Un grand nombre de personnes, de toute condition, prenaient plaisir à la visiter, à s’entretenir avec elle. Sa conversation les édifiait puissamment, et sa patience leur servait d’exemple.

Le Seigneur ayant enfin jugé à propos de lui accorder quelque soulagement, la bonne Armelle commença à marcher avec des béquilles, à la suite de prières ferventes, par lesquelles elle avait demandé à Dieu cette grâce. Son cœur en fut pénétré de reconnaissance. Mais cette reconnaissance devint bien plus vive encore, lorsque, dans l’été de 1669, elle recouvra, dans l’Église même, en priant de tout son cœur et de toute son âme, la faculté de marcher seule et sans ses béquilles. Elle en eut une joie si grande, qu’elle se jeta à genoux, fondit en larmes, et supplia tous les assistants de rendre grâces avec elle.

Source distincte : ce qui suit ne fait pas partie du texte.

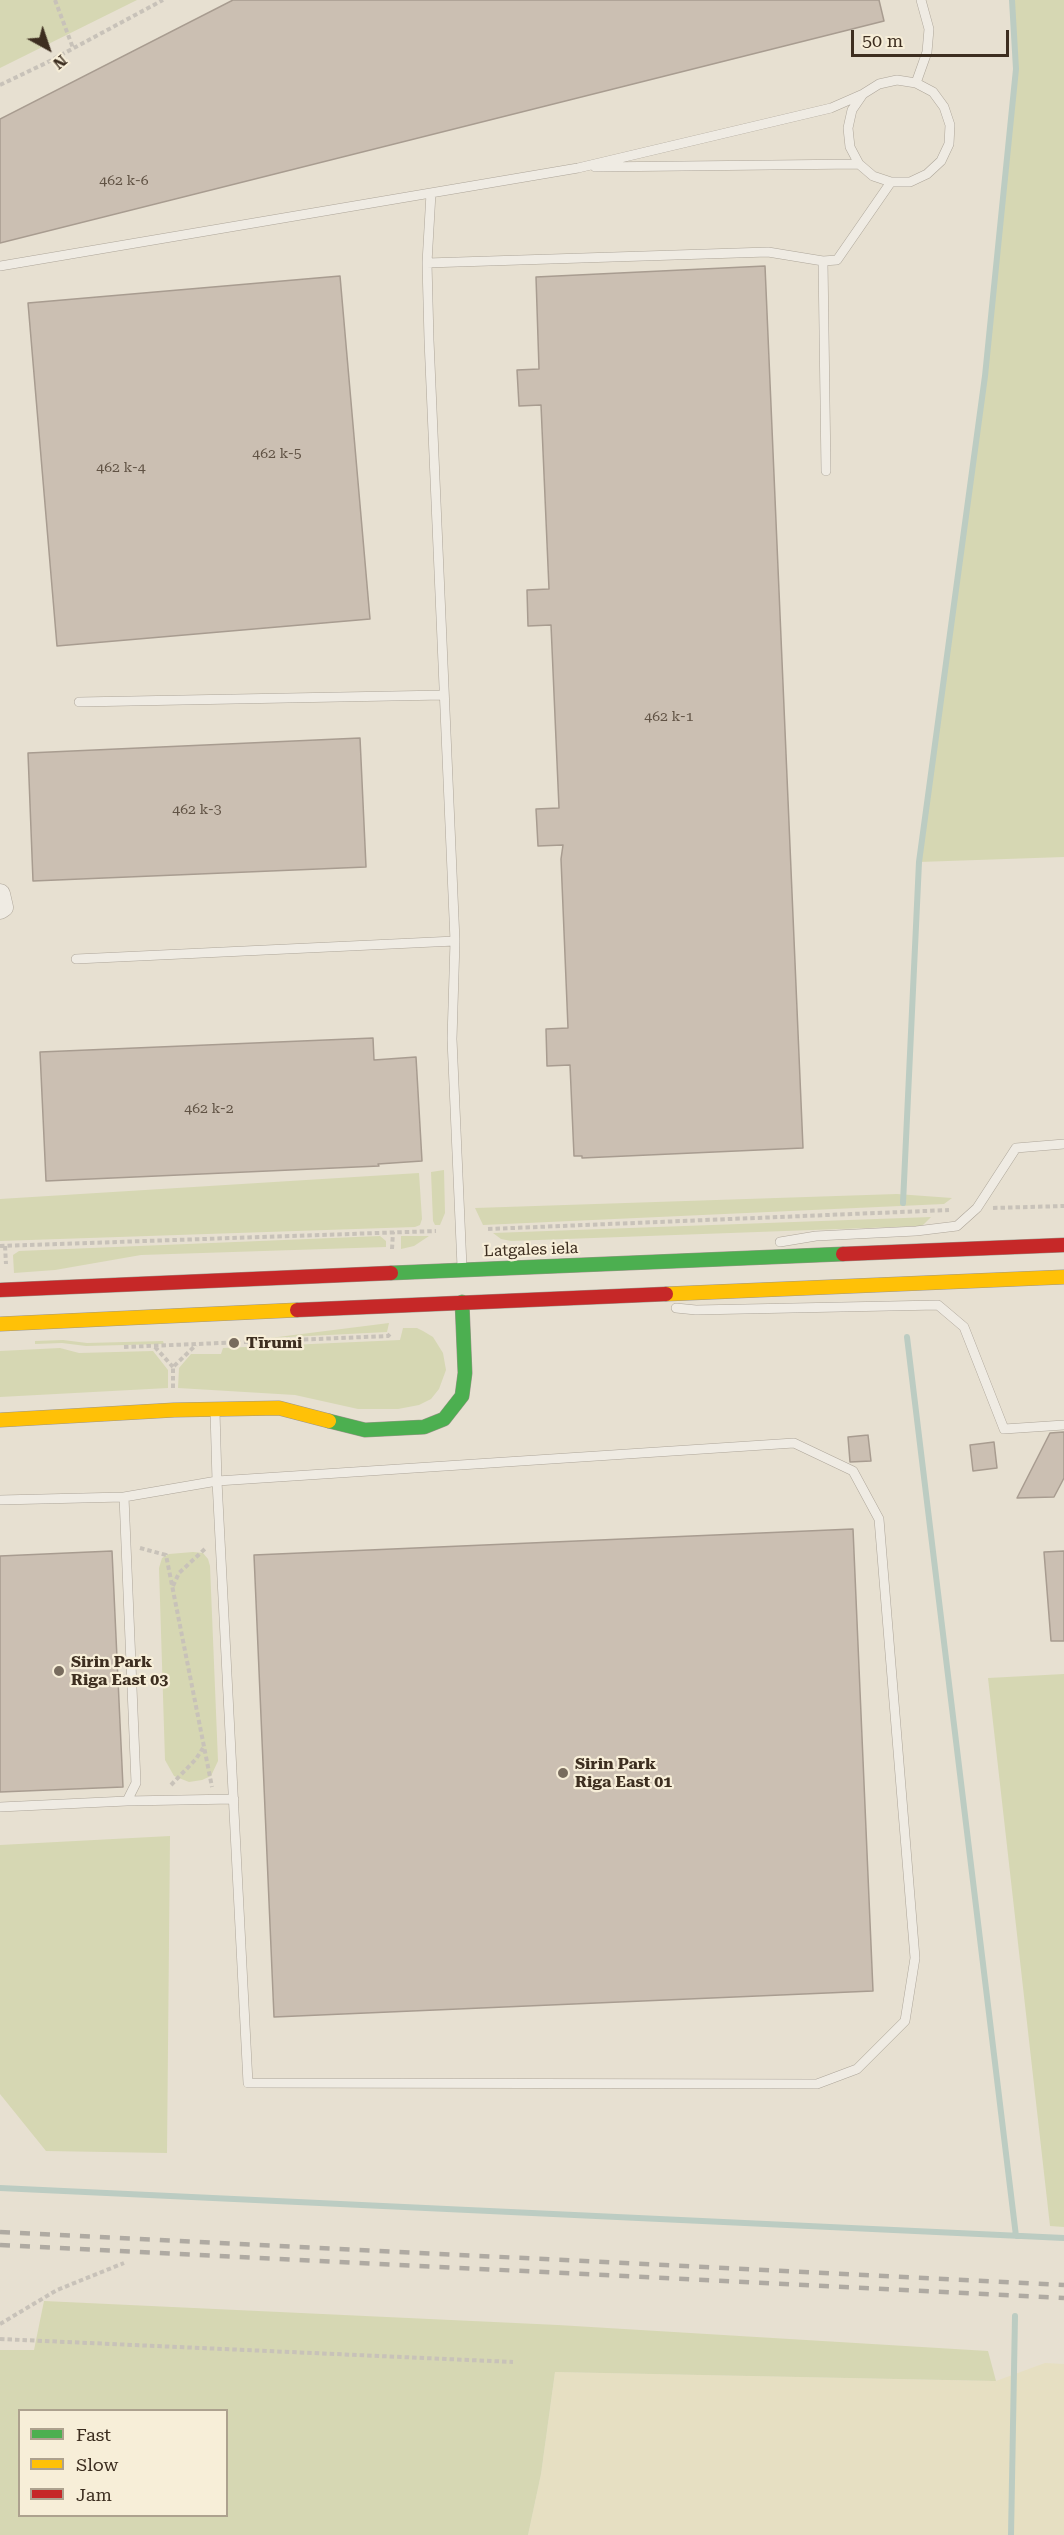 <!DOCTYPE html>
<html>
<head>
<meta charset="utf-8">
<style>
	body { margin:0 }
	#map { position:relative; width:1064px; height:2535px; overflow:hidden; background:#e7e0d1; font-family:"Roboto Serif",serif }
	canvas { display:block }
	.legend { position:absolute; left:18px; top:2409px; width:210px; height:108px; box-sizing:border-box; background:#f7eed8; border:2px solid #ada18e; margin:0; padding:8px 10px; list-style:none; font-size:18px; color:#3d2e20 }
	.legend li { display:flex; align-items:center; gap:12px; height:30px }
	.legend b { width:30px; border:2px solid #ada18e }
	.north { position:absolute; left:18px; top:18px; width:60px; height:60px; -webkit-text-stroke:4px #f7eed8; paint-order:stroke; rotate:140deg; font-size:16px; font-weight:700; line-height:24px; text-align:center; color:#3d2e20 }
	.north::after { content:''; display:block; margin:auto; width:21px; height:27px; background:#3d2e20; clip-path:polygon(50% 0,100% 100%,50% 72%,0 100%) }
	.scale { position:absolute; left:851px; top:30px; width:158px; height:27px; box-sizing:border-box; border:3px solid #3d2e20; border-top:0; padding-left:8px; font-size:18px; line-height:21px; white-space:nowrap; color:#3d2e20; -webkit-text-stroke:4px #f7eed8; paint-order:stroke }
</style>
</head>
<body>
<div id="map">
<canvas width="1064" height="2535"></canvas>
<ul class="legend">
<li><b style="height:8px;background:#4caf50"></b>Fast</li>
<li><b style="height:8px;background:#ffc107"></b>Slow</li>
<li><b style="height:8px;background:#c62828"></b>Jam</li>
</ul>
<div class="north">N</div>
<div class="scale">50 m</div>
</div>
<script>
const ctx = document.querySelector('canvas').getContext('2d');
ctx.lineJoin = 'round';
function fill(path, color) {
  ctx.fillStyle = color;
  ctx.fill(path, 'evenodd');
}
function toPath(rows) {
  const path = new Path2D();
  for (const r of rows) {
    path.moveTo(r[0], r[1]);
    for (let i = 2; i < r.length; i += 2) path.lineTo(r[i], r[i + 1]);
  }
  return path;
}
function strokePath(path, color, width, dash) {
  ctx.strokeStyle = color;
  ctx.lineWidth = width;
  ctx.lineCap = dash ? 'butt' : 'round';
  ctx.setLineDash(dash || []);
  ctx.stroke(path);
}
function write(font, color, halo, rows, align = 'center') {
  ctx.font = font + ' "Roboto Serif",serif';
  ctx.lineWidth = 4.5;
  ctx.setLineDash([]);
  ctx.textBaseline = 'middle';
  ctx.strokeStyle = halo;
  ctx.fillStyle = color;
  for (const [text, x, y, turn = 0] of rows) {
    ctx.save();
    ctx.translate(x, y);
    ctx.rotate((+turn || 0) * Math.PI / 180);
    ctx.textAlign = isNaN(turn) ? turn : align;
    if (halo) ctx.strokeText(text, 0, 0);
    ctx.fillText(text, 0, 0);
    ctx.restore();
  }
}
const farmland = toPath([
	[1045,2363,1064,2364,1064,2535,528,2535,541,2474,555,2372,996,2381]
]);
const green = toPath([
	[0,0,137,0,0,68],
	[1012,0,1064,0,1064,857,919,862,985,376,1016,69],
	[444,1170,445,1213,440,1225,435,1225,433,1221,431,1172],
	[419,1173,422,1219,420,1225,415,1227,0,1241,0,1199],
	[897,1194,952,1198,944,1204,483,1225,475,1208],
	[931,1217,922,1226,511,1241,501,1239,493,1233],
	[380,1236,386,1241,386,1247,141,1255,55,1270,14,1273,13,1255,19,1251],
	[401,1236,429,1236,414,1246,401,1249],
	[389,1323,387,1332,270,1338],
	[403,1328,417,1328,423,1331,433,1337,443,1353,446,1370,439,1389,431,1399,419,1405,398,1409,358,1409,295,1395,178,1388,179,1368,191,1354,221,1354,223,1348,400,1340],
	[63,1340,87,1343,163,1341,164,1344,86,1346,62,1343,35,1344,35,1341],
	[60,1348,79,1353,153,1351,168,1370,168,1388,0,1397,0,1351],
	[193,1552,203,1553,208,1559,210,1566,218,1761,211,1776,202,1780,189,1782,174,1776,165,1760,159,1568,162,1558,169,1554],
	[1064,1674,1064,2227,1050,2226,988,1678],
	[170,1836,167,2153,46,2151,0,2094,0,1845],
	[44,2301,558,2325,988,2351,996,2381,555,2372,541,2474,528,2535,0,2535,0,2350,34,2350],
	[226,2410,226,2516,20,2516,20,2410]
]);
const stream = toPath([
	[903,1203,919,862,985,376,1016,69,1012,0],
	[907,1337,1016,2236],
	[0,2188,1064,2238],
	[1011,2535,1015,2316]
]);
const building = toPath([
	[233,0,879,0,884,21,0,243,0,119,233,0],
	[765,266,803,1148,582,1158,582,1156,574,1156,570,1065,547,1066,546,1029,568,1028,561,859,563,845,538,846,536,809,559,808,551,625,528,626,527,590,549,589,541,405,519,406,517,370,539,369,536,277,765,266],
	[340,276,370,619,57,646,28,303,340,276],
	[360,738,366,867,33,881,28,753,360,738],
	[373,1038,374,1060,416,1057,422,1161,378,1164,379,1166,46,1181,40,1052,373,1038],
	[1064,1432,1064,1478,1054,1497,1017,1498,1050,1433,1064,1432],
	[868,1435,871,1461,850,1462,848,1437,868,1435],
	[994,1442,997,1468,973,1471,970,1445,994,1442],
	[853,1529,873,1991,274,2017,254,1555,853,1529],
	[112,1551,123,1787,0,1792,0,1556,112,1551],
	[1064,1551,1064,1641,1051,1641,1044,1552,1064,1551]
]);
const path = toPath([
	[55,0,73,48],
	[0,85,46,63,163,0],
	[993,1208,1064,1206],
	[488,1229,949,1210],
	[0,1246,436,1231],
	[5,1246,6,1264],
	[392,1249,393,1232],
	[124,1347,388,1336,391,1333],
	[155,1347,173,1367],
	[173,1388,173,1367,196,1345],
	[140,1548,166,1555,212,1787],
	[173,1586,179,1573,207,1547],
	[171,1785,196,1759,203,1748],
	[0,2324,57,2290,124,2263],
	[0,2339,513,2362]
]);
const lane = toPath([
	[916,83,927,52,929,29,921,0],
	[595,167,859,164,873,176,891,182,910,182,927,174,941,161,949,144,950,125,944,107,933,92,916,83,897,80,879,84,863,94,852,110,848,128,850,147,859,164],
	[431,193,427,263,429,340,455,941,452,1039,462,1267],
	[823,261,826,471],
	[427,263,768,252,823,261,837,260,891,182],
	[0,266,578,168,831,108,863,94],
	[79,702,444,695],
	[76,959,455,941],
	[780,1242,816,1236,916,1231,957,1226,977,1208,1016,1148,1064,1144],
	[676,1308,696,1310,938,1305,964,1327,1004,1429,1064,1425],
	[124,1497,217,1481,794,1443,853,1471,879,1519,915,1958,905,2021,857,2069,817,2084,248,2083,217,1481,215,1411],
	[0,1500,124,1497,136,1783,127,1801,0,1807],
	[127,1801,234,1799]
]);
const street = toPath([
	[0,894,3,907,0,909]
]);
const fast = toPath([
	[391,1273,843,1254],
	[329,1421,365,1430,424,1427,444,1419,462,1396,465,1373,462,1302]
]);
const slow = toPath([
	[666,1294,1064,1277],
	[0,1324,297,1310],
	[0,1420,174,1410,279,1408,329,1421]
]);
const jam = toPath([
	[843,1254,1064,1245],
	[0,1290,391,1273],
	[297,1310,666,1294]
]);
const rail = toPath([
	[0,2232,1064,2285],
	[0,2245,1064,2298]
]);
const markers = [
	[234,1343,6,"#786c5e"],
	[59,1671,6,"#786c5e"],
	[563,1773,6,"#786c5e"]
];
const numberNames = [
	["462 k-6",124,181],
	["462 k-5",277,454],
	["462 k-4",121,468],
	["462 k-1",669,717],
	["462 k-3",197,810],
	["462 k-2",209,1109]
];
const streetNames = [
	["Latgales iela",531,1250,-2]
];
const poiNames = [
	["Tīrumi",246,1343],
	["Sirin Park",71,1662],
	["Riga East 03",71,1680],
	["Sirin Park",575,1764],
	["Riga East 01",575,1782]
];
fill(farmland, '#e6dfc2');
fill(green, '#d6d7b3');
strokePath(stream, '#bcccc2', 6);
fill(building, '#cbbfb2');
strokePath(building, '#a89c90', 1.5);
strokePath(lane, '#ada599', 10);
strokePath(street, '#ada599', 21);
strokePath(fast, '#9c958a', 15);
strokePath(slow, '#9c958a', 15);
strokePath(jam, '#9c958a', 15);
strokePath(path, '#c8c2b9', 4, [4.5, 3]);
strokePath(lane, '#efebe3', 9);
strokePath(street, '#efebe3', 20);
strokePath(fast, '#4caf50', 14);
strokePath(slow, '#ffc107', 14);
strokePath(jam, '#c62828', 14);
strokePath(rail, '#afaaa2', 4.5, [10, 10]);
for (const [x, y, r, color] of markers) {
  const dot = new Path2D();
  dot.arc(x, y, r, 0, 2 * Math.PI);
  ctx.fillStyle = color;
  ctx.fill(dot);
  strokePath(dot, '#f7eed8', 2);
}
write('14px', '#605244', null, numberNames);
write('16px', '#3d2e20', '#f7eed8', streetNames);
write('bold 16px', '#3d2e20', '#f7eed8', poiNames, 'left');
</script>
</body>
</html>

Dès lors, elle déclara qu’elle ne désirait pas être mieux jusqu’à sa mort ; qu’elle priait Dieu de lui laisser toujours des douleurs, pour lui apprendre à porter sa croix et à se tenir sans cesse attaché à lui. C’est en effet ce qui eut lieu. Les douleurs ne diminuèrent point ; mais la bonne Armelle pouvait aller et venir avec un bâton, et elle était sereine et joyeuse. Elle goûtait, au plus haut degré, la présence de Dieu, dans son cœur, et les dernières années de sa vie furent plus édifiantes encore que les précédentes.

§. 14.

Le 5 août 1671, elle fut saisie d’une fièvre intermittente, qui finit par revenir tous les jours, pendant un mois. On crut qu’elle allait mourir ; mais elle répondit avec assurance : Oh, non ! Je ne mourrai pas encore : il faut que je souffre davantage, pour que le Seigneur puisse achever son œuvre en moi.

Au bout d’un mois, elle fut un peu mieux, quoique la fièvre continuât. On la conduisit à Vannes, vers la fin de septembre. Sa faiblesse devint extrême, et elle ne put plus sortir du lit. Sentant sa fin approcher, elle donna quelques instructions, sur le ménage, à la fille de la maison.

Peu de jours après, une inflammation à la gorge se déclara, et elle ne fut plus capable de prendre aucune nourriture. Elle éprouvait des douleurs atroces, en avalant même un peu d’eau ; mais plus les douleurs étaient fortes, plus elle faisait preuve de sérénité, de patience et de reconnaissance envers Dieu.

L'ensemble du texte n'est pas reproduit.